__Task requirements__. Quote the listing below in its entirety, omitting every image.

__Information supplied__.
-- Opening Marker --

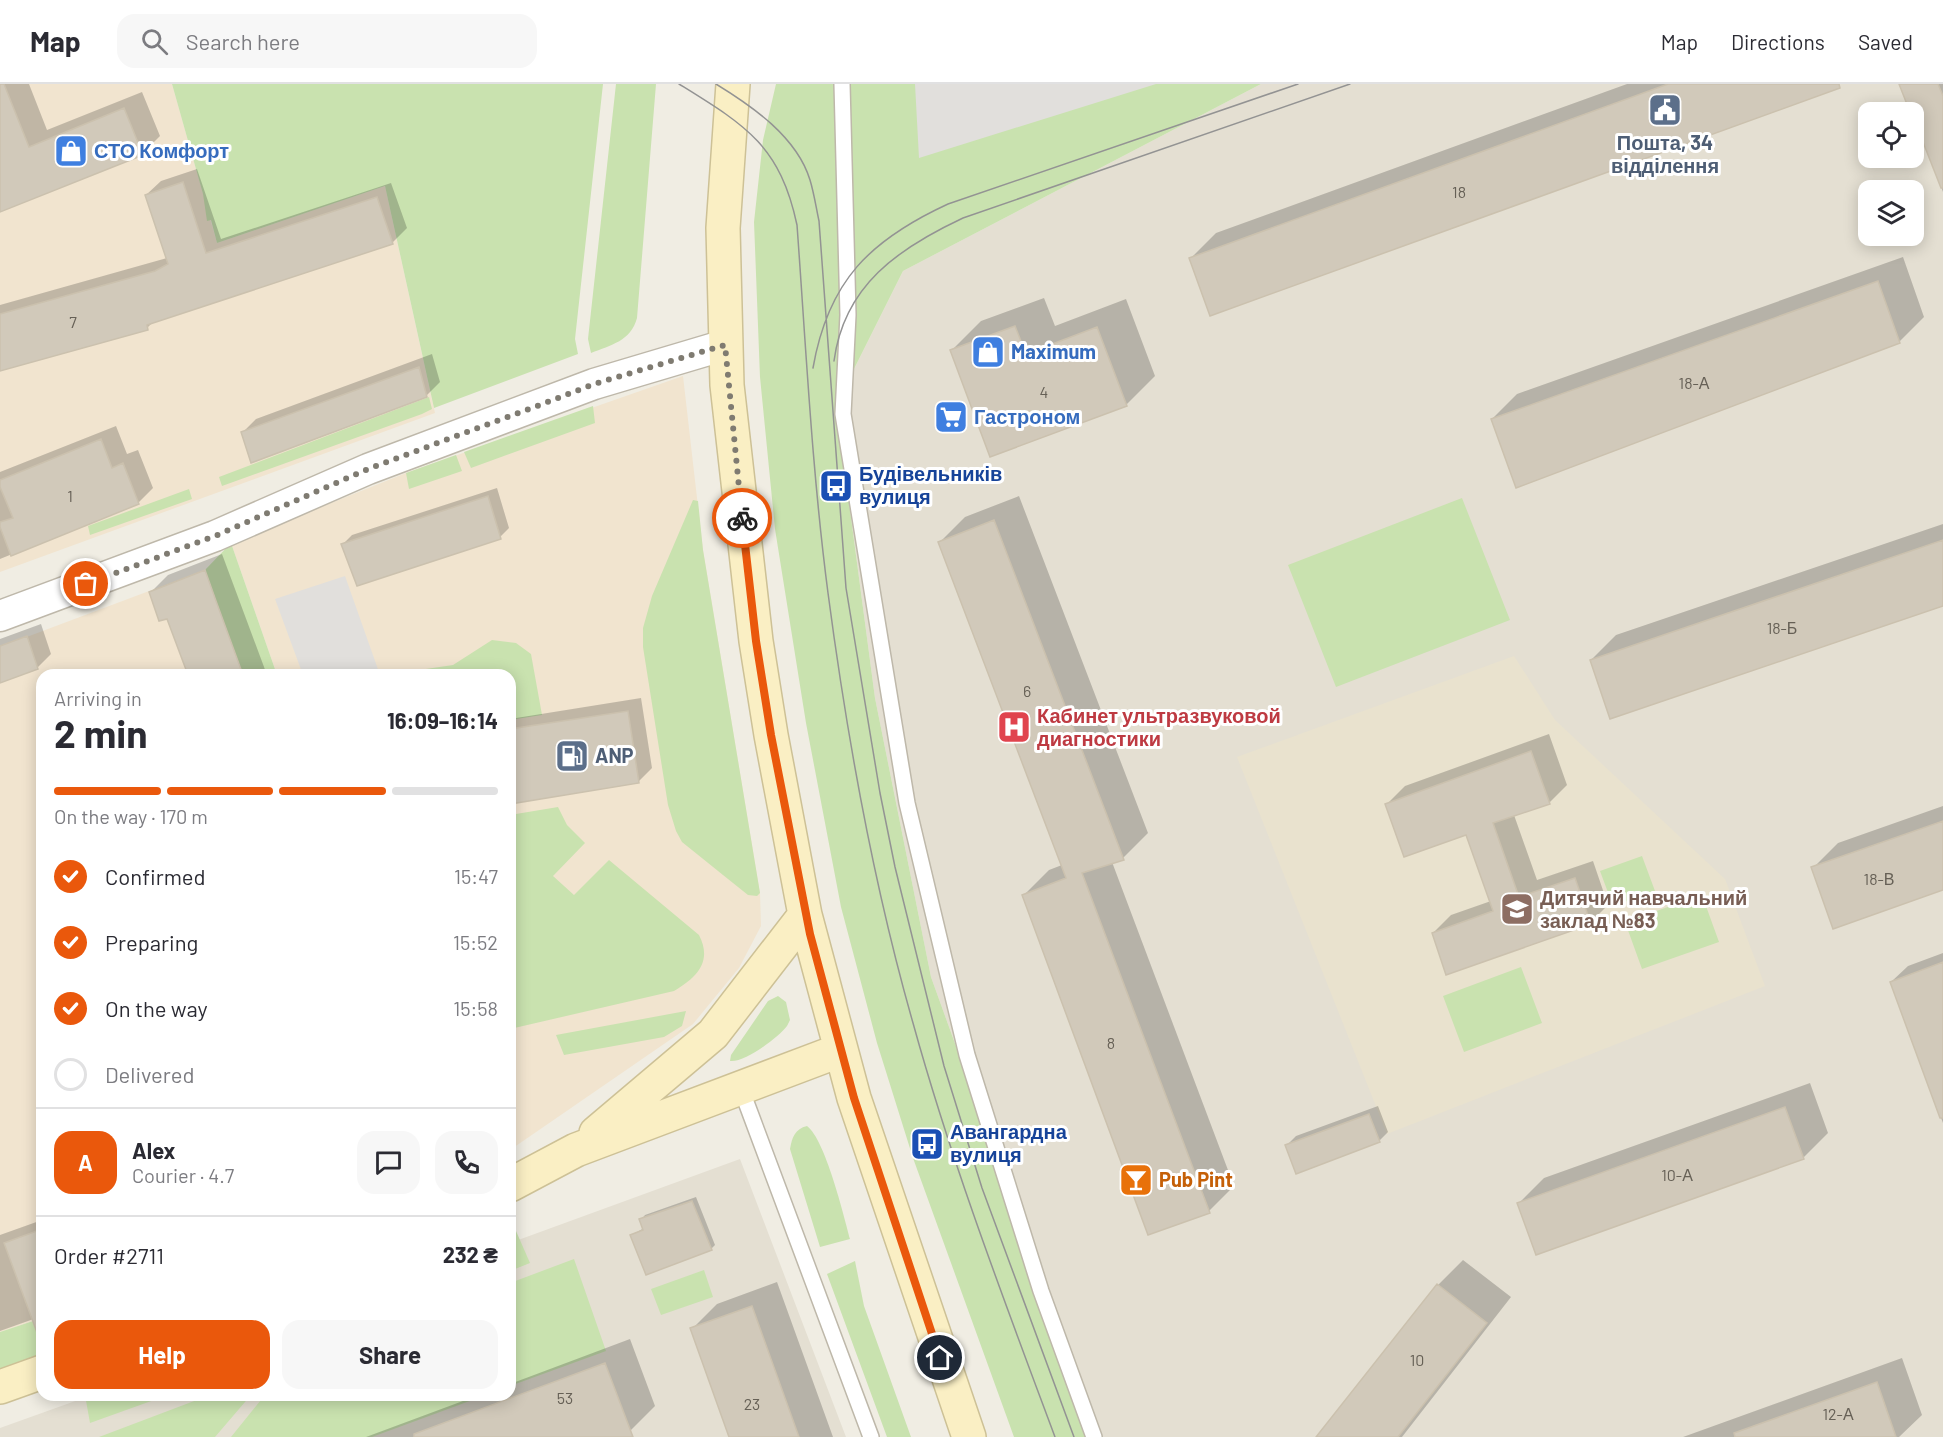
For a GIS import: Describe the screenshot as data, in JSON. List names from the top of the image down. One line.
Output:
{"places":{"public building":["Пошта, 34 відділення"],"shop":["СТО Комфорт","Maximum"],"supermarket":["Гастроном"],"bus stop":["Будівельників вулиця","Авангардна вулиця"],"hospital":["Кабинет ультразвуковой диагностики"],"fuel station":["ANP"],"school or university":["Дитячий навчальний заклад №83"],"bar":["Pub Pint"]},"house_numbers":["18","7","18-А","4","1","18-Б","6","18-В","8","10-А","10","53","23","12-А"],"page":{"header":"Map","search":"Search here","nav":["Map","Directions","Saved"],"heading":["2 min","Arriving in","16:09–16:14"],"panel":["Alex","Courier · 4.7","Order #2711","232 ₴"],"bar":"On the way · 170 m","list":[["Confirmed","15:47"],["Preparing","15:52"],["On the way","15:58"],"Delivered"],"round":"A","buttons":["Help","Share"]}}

-- Closing Marker --

__Task solution__.
For a GIS import: Describe the screenshot as data, in JSON. List names from the top of the image down. One line.
Output:
{"places":{"public building":["Пошта, 34 відділення"],"shop":["СТО Комфорт","Maximum"],"supermarket":["Гастроном"],"bus stop":["Будівельників вулиця","Авангардна вулиця"],"hospital":["Кабинет ультразвуковой диагностики"],"fuel station":["ANP"],"school or university":["Дитячий навчальний заклад №83"],"bar":["Pub Pint"]},"house_numbers":["18","7","18-А","4","1","18-Б","6","18-В","8","10-А","10","53","23","12-А"],"page":{"header":"Map","search":"Search here","nav":["Map","Directions","Saved"],"heading":["2 min","Arriving in","16:09–16:14"],"panel":["Alex","Courier · 4.7","Order #2711","232 ₴"],"bar":"On the way · 170 m","list":[["Confirmed","15:47"],["Preparing","15:52"],["On the way","15:58"],"Delivered"],"round":"A","buttons":["Help","Share"]}}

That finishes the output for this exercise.